Instructions to follow> Transcribe every record as it stands and set the images aside.

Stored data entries
————

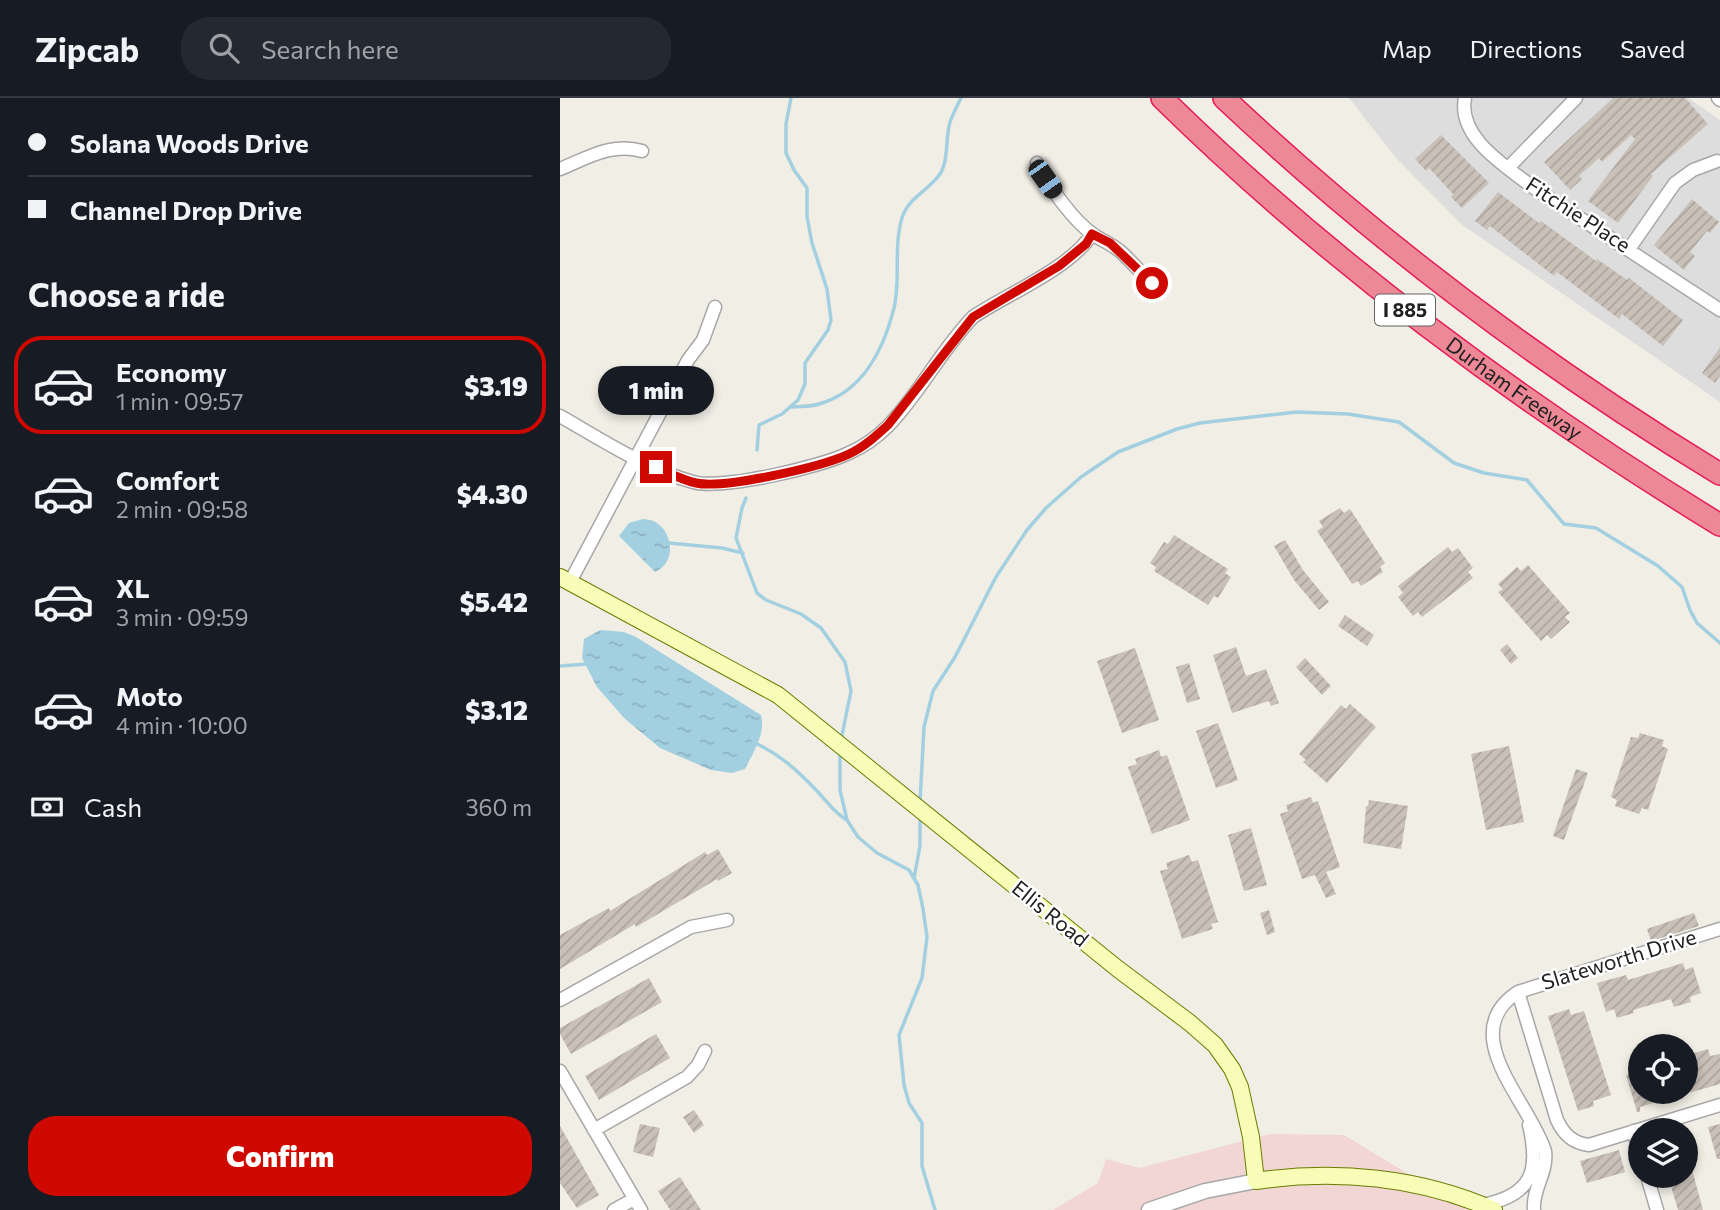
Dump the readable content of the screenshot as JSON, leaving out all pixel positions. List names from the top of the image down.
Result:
{
  "streets": {
    "highway": ["I 885", "Durham Freeway"],
    "main road": ["Ellis Road"],
    "street": ["Fitchie Place", "Slateworth Drive"]
  },
  "page": {
    "header": "Zipcab",
    "search": "Search here",
    "nav": ["Map", "Directions", "Saved"],
    "banner": ["Solana Woods Drive", "Channel Drop Drive"],
    "heading": "Choose a ride",
    "list": [
      {
        "name": "Economy",
        "note": "1 min · 09:57",
        "value": "$3.19"
      },
      {
        "name": "Comfort",
        "note": "2 min · 09:58",
        "value": "$4.30"
      },
      {
        "name": "XL",
        "note": "3 min · 09:59",
        "value": "$5.42"
      },
      {
        "name": "Moto",
        "note": "4 min · 10:00",
        "value": "$3.12"
      }
    ],
    "bubble": "1 min",
    "pay": ["Cash", "360 m"],
    "buttons": "Confirm"
  }
}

————

Task response>
Dump the readable content of the screenshot as JSON, leaving out all pixel positions. List names from the top of the image down.
Result:
{
  "streets": {
    "highway": ["I 885", "Durham Freeway"],
    "main road": ["Ellis Road"],
    "street": ["Fitchie Place", "Slateworth Drive"]
  },
  "page": {
    "header": "Zipcab",
    "search": "Search here",
    "nav": ["Map", "Directions", "Saved"],
    "banner": ["Solana Woods Drive", "Channel Drop Drive"],
    "heading": "Choose a ride",
    "list": [
      {
        "name": "Economy",
        "note": "1 min · 09:57",
        "value": "$3.19"
      },
      {
        "name": "Comfort",
        "note": "2 min · 09:58",
        "value": "$4.30"
      },
      {
        "name": "XL",
        "note": "3 min · 09:59",
        "value": "$5.42"
      },
      {
        "name": "Moto",
        "note": "4 min · 10:00",
        "value": "$3.12"
      }
    ],
    "bubble": "1 min",
    "pay": ["Cash", "360 m"],
    "buttons": "Confirm"
  }
}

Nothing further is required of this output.